This, from E.D Kain at the League of Ordinary Gentlemen is a good paragraph:
Along those lines, my heart leans libertarian but my head nags me and does its best to persuade me that Toryism is the safer, more prudent, option even if some, perhaps many, of the products of Toryism are highly regrettable. Toryism has the virtue of reducing risk and of advocating a reasonable scepticism towards the unknown and the utopian. And, in a sense, libertarianism is utopian. Similarly, with religion everything leads me to think it’s the most awful bunk and yet it’s also easy to see that even if it is bunk it has, or can have, a useful social purpose.Conservatism is not only about limited government, and where it seeks to limit government it does so because it sees government as a force of instability.
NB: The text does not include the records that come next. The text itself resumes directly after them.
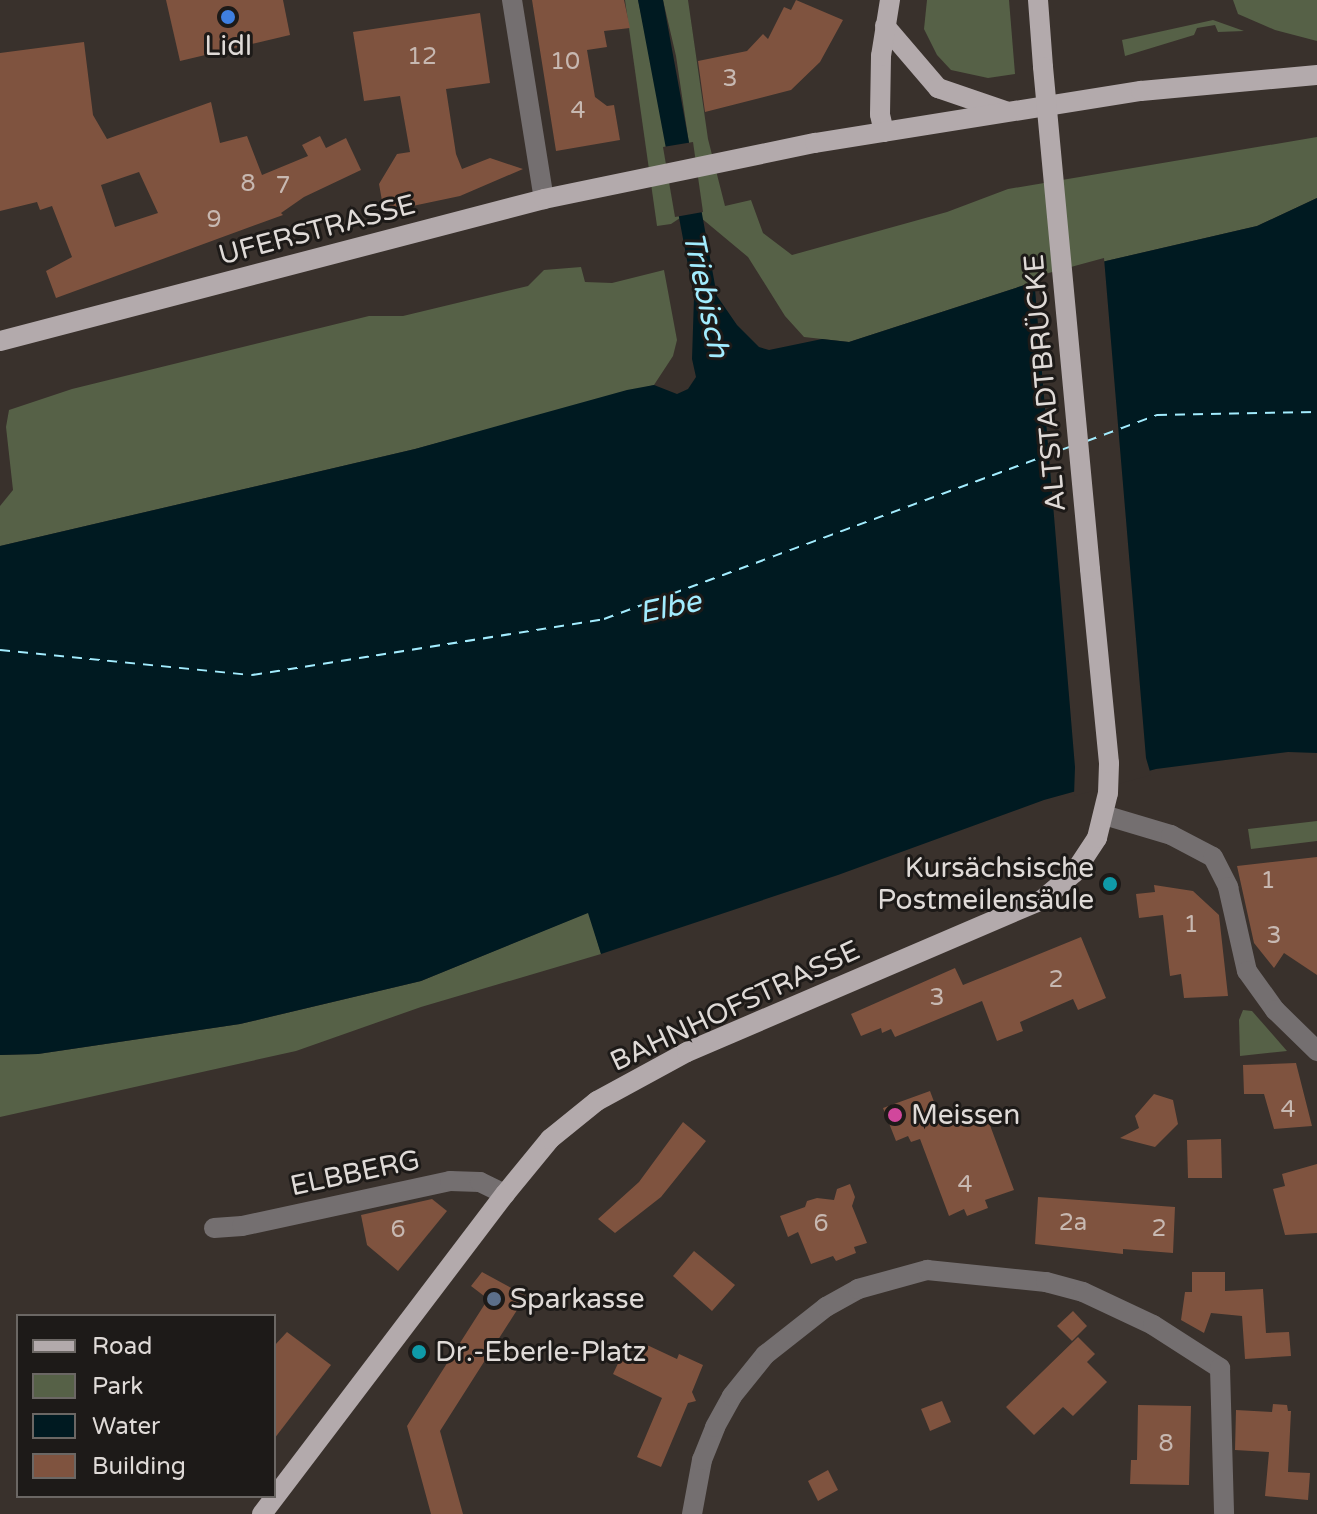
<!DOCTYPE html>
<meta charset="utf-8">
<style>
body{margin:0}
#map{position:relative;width:1317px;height:1514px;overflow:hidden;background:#39312c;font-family:"Varela Round",sans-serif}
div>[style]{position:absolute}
.green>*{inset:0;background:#566147}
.water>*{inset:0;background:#001a21}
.pier>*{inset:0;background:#39312c}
.ferry>*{height:2px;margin-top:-1px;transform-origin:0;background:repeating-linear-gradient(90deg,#a2ecfe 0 10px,transparent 0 18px)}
.building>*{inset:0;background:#7f533f}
.minor>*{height:20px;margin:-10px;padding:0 10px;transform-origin:10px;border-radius:10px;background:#746f70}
.major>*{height:20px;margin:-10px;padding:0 10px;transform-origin:10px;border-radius:10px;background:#b3aaac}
.major-bridge>*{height:20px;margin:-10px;padding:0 10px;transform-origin:10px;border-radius:10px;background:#b3aaac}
.dots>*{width:22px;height:22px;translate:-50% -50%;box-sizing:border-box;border:4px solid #1d1a18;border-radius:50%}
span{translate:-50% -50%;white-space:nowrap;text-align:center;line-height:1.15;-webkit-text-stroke:6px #1d1a18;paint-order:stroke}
.number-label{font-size:24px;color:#c7b8b1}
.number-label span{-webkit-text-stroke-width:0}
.poi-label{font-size:28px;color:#dfdad7}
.right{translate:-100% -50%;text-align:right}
.left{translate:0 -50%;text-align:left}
.street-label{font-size:28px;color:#dfdad7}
.water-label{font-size:30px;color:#a2ecfe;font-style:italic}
.legend{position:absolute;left:16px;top:1314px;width:260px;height:184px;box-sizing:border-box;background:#1d1a18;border:2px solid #6b6764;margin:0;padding:10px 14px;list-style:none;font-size:24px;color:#dfdad7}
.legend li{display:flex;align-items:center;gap:16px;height:40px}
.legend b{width:40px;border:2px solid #6b6764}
</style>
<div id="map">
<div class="green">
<div style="clip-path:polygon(625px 0,638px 0,652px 62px,680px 218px,671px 224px,657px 226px)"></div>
<div style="clip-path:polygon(663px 0,688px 0,708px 139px,725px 206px,751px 200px,763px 233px,792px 255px,947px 212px,1008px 189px,1317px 137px,1317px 198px,1257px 226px,1080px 267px,849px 342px,804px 337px,785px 316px,748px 257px,700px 217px,676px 56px)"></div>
<div style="clip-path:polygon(927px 0,1009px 0,1015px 74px,988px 78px,951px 70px,937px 55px,924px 29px)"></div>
<div style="clip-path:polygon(1233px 0,1317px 0,1317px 41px,1275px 30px,1238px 14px)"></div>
<div style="clip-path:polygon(1213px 20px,1244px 31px,1218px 32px,1215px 25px,1197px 28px,1194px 35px,1125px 56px,1122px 40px)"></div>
<div style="clip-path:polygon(581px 267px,585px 282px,612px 283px,664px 270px,677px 340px,673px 356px,654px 385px,415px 449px,0 546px,0 506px,13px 490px,6px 427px,9px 410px,72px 389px,369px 316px,403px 316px,528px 286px,544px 270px)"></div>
<div style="clip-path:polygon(1317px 821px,1317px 841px,1251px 849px,1248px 829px)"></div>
<div style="clip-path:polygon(589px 912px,601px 954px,421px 1007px,296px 1051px,0 1117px,0 1055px,38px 1054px,240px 1024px,421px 981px)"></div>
<div style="clip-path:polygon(1243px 1010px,1252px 1011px,1287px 1051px,1240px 1056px,1239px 1020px)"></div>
</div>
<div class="water">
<div style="clip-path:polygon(638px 0,663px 0,717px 296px,737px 325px,759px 347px,769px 350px,822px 339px,849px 342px,1080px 267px,1257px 226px,1317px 198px,1317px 753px,1288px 752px,1156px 769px,1044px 800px,838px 875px,601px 954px,588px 913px,421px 981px,240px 1024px,38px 1054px,0 1055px,0 546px,415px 449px,627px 390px,654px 385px,677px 394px,688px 389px,696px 377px,692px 359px,694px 297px)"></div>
</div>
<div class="pier">
<div style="clip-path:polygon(693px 142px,703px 212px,675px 217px,663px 147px)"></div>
<div style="clip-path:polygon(1104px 258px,1146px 758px,1151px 775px,1074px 796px,1075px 767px,1034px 277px)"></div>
</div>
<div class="ferry">
<div style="left:1087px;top:441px;width:75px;rotate:-20.4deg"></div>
<div style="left:1157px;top:415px;width:160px;rotate:-1.1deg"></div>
<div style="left:0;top:650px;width:253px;rotate:5.7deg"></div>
<div style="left:252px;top:675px;width:356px;rotate:-9deg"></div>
<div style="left:604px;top:619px;width:497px;rotate:-20.3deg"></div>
</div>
<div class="building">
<div style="clip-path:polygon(166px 0,283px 0,290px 35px,180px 61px)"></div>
<div style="clip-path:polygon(532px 0,624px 0,630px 28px,604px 31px,607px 47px,587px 50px,595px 97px,607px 106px,614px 105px,620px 140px,556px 151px)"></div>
<div style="clip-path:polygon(796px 0,843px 20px,820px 62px,791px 90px,705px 112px,698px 61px,747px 51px,763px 34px,768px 39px,784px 7px,791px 10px)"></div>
<div style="clip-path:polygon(480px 13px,490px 83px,446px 89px,456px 154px,462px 169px,490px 158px,523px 169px,460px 196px,384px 212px,379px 184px,397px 154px,410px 152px,400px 96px,364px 101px,353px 32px)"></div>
<div style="clip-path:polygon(evenodd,84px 42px,93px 115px,107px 139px,211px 102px,220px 143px,247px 136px,262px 175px,308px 156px,302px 145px,320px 136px,326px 148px,346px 138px,361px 170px,304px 197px,281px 213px,283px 215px,56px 298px,46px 271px,72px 257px,52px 206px,40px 210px,37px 202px,0 211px,0 53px,84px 42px,139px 172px,158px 213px,115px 227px,101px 185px,139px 172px)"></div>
<div style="clip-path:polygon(1317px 857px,1317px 975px,1284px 953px,1274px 968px,1254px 943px,1237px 866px)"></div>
<div style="clip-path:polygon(1154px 885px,1193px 891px,1219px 915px,1228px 996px,1184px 998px,1181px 974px,1170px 976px,1163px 915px,1139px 918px,1136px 894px,1155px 892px)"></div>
<div style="clip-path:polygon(1081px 937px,1106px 998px,1078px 1010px,1073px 999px,1020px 1022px,1023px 1031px,997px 1041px,982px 1001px,895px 1037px,891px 1029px,882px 1033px,881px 1028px,861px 1036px,851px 1014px,955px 968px,963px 985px)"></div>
<div style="clip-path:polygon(1296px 1063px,1312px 1126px,1274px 1129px,1264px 1094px,1244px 1094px,1243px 1065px)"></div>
<div style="clip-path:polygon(930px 1091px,942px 1123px,984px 1109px,1014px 1190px,985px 1200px,988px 1208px,967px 1216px,964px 1209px,949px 1216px,920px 1139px,911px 1142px,908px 1136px,896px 1141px,883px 1108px)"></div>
<div style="clip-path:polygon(1154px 1094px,1173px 1100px,1178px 1124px,1155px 1147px,1120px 1138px,1139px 1128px,1135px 1116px)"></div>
<div style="clip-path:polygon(683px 1122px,706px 1141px,661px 1197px,615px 1233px,598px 1219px,639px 1182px)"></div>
<div style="clip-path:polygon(1221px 1139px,1222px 1178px,1188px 1178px,1187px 1140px)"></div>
<div style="clip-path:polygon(1317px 1164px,1317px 1233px,1285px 1235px,1273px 1189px,1285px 1186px,1282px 1174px)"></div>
<div style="clip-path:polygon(850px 1184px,855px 1197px,852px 1206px,867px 1243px,854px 1247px,856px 1253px,836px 1261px,833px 1256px,811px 1264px,798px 1232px,788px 1237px,780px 1216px,805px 1207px,807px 1201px,817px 1198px,834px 1200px,837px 1189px)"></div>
<div style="clip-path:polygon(1038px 1197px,1175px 1207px,1173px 1253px,1123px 1249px,1123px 1254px,1035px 1244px)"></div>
<div style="clip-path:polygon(432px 1199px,447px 1211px,398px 1271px,367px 1245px,361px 1215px)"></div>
<div style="clip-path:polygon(694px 1251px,735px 1285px,712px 1311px,673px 1276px)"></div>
<div style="clip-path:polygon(482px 1272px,526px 1296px,440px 1431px,463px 1514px,431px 1514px,407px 1426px,488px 1299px,471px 1286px)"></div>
<div style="clip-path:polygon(1192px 1272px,1225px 1272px,1225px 1291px,1263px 1289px,1266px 1333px,1289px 1332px,1291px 1356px,1245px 1359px,1242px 1316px,1211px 1313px,1204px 1333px,1181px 1320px,1185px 1292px,1192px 1292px)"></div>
<div style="clip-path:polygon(1073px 1311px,1087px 1326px,1072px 1341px,1057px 1326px)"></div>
<div style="clip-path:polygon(287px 1332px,331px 1365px,274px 1439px,274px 1346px)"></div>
<div style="clip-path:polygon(1078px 1337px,1095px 1354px,1087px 1362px,1107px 1382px,1073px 1416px,1063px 1407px,1034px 1435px,1006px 1407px)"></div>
<div style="clip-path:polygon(647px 1345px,677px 1359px,679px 1354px,703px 1365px,692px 1392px,696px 1401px,688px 1403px,661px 1467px,637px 1457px,662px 1398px,613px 1374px,622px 1355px,638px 1363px)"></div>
<div style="clip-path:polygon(942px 1401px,951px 1422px,930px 1431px,921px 1409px)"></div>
<div style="clip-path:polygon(1273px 1404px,1287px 1405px,1288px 1411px,1291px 1411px,1288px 1472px,1310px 1473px,1308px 1500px,1265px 1496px,1269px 1452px,1235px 1450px,1236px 1410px,1272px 1412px)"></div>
<div style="clip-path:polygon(1138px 1405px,1191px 1406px,1189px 1485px,1130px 1484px,1131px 1460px,1137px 1460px)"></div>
<div style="clip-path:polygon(828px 1470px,838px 1490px,818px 1501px,808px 1481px)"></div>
</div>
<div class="minor">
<div style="left:512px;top:0;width:202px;rotate:80.9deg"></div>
<div style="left:1104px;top:815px;width:70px;rotate:16.6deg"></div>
<div style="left:1171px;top:835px;width:47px;rotate:27.6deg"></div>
<div style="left:1213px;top:857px;width:34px;rotate:63deg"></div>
<div style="left:1228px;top:887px;width:86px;rotate:77.3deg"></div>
<div style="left:1247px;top:971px;width:48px;rotate:54.3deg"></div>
<div style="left:1275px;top:1010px;width:59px;rotate:44.3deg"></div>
<div style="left:214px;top:1228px;width:28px;rotate:-4deg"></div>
<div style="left:242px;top:1226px;width:213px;rotate:-12.2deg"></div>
<div style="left:450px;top:1181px;width:30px;rotate:2deg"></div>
<div style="left:480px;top:1182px;width:28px;rotate:26deg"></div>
<div style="left:692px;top:1514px;width:55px;rotate:-79.5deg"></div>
<div style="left:702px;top:1460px;width:35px;rotate:-68deg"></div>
<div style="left:715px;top:1427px;width:35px;rotate:-61deg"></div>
<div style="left:732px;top:1396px;width:53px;rotate:-51.2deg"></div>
<div style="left:765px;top:1355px;width:78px;rotate:-38.2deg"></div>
<div style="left:826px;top:1307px;width:37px;rotate:-29deg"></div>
<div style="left:858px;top:1289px;width:72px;rotate:-15.4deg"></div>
<div style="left:927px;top:1270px;width:120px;rotate:5.8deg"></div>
<div style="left:1046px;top:1282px;width:38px;rotate:15deg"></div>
<div style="left:1083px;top:1292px;width:77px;rotate:25.2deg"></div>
<div style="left:1153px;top:1325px;width:80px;rotate:32.7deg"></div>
<div style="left:1220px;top:1368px;width:146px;rotate:88.4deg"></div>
</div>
<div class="major">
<div style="left:1038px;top:0;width:67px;rotate:85.7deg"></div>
<div style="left:885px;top:26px;width:82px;rotate:49.5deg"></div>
<div style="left:938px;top:88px;width:71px;rotate:18.9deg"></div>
<div style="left:884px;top:132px;width:18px;rotate:-103deg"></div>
<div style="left:880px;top:114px;width:58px;rotate:-89deg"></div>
<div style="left:881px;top:56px;width:57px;rotate:-80.9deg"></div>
<div style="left:0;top:341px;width:562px;rotate:-14.63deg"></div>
<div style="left:544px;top:199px;width:277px;rotate:-11.7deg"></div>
<div style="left:815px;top:143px;width:330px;rotate:-9.1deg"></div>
<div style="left:1141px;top:91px;width:177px;rotate:-5.2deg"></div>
<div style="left:262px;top:1514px;width:402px;rotate:-52.8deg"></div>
<div style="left:505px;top:1194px;width:71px;rotate:-50.7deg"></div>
<div style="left:550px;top:1139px;width:60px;rotate:-39deg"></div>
<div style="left:597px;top:1101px;width:102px;rotate:-28.6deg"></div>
<div style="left:687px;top:1052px;width:386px;rotate:-23.2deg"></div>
<div style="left:1042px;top:900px;width:42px;rotate:-40.2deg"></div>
<div style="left:1074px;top:873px;width:42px;rotate:-56.7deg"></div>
<div style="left:1097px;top:838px;width:46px;rotate:-76.3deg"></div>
<div style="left:1108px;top:793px;width:30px;rotate:-88deg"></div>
<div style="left:1109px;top:763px;width:195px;rotate:-95.6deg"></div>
</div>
<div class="major-bridge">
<div style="left:1043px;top:67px;width:504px;rotate:84.65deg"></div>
</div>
<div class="dots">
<div style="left:228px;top:17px;background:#3f7fe0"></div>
<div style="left:1110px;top:884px;background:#0f9aa8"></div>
<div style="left:895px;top:1115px;background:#d1479c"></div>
<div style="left:494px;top:1299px;background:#5c6f8a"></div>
<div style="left:419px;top:1352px;background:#0f9aa8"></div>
</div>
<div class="number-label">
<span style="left:422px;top:57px">12</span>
<span style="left:565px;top:62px">10</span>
<span style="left:730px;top:79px">3</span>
<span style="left:578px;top:111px">4</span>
<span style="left:248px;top:184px">8</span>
<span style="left:283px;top:186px">7</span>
<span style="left:214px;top:220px">9</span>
<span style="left:1268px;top:881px">1</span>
<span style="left:1191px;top:925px">1</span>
<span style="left:1274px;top:936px">3</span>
<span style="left:1056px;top:980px">2</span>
<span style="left:937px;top:998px">3</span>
<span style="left:1288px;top:1110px">4</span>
<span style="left:965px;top:1185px">4</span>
<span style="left:1073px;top:1223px">2a</span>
<span style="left:821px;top:1224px">6</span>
<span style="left:1159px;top:1229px">2</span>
<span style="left:398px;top:1230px">6</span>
<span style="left:1166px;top:1444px">8</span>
</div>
<div class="poi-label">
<span style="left:228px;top:46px">Lidl</span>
<span class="right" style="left:1094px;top:884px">Kursächsische<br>Postmeilensäule</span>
<span class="left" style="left:911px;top:1115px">Meissen</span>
<span class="left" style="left:510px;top:1299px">Sparkasse</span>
<span class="left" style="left:435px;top:1352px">Dr.-Eberle-Platz</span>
</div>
<div class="street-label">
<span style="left:317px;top:230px;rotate:-15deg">UFERSTRASSE</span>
<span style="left:1045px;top:383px;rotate:-95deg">ALTSTADTBRÜCKE</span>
<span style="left:735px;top:1006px;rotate:-25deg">BAHNHOFSTRASSE</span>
<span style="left:355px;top:1173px;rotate:-12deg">ELBBERG</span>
</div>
<div class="water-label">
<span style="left:705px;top:295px;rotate:78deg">Triebisch</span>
<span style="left:670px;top:608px;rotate:-12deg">Elbe</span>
</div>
<ul class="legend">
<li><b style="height:10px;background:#b3aaac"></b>Road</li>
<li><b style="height:22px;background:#566147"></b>Park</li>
<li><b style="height:22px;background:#001a21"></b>Water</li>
<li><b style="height:22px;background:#7f533f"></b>Building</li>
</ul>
</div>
But what about those times when government is instead a force for stability? Defense leaps to mind. Conservatism, I would argue, is first and foremost about preserving or regaining a stable society. Liberty and prosperity are two of the most profound ways we can achieve a stable civilization. Limiting government often leads to both these things, and thus it is a means to an end, not an end in and of itself. And when limiting government actually brings about social chaos rather than social stability, then it’s outworn its use. Perhaps this is why anarchy is such an impossible goal. At some point the benefit of removing the state from the equation no longer outweighs the cost.
Which leaves me in the position of being a bad Libertarian and a bad Tory. In as much as those categories overlap at all. Happy days.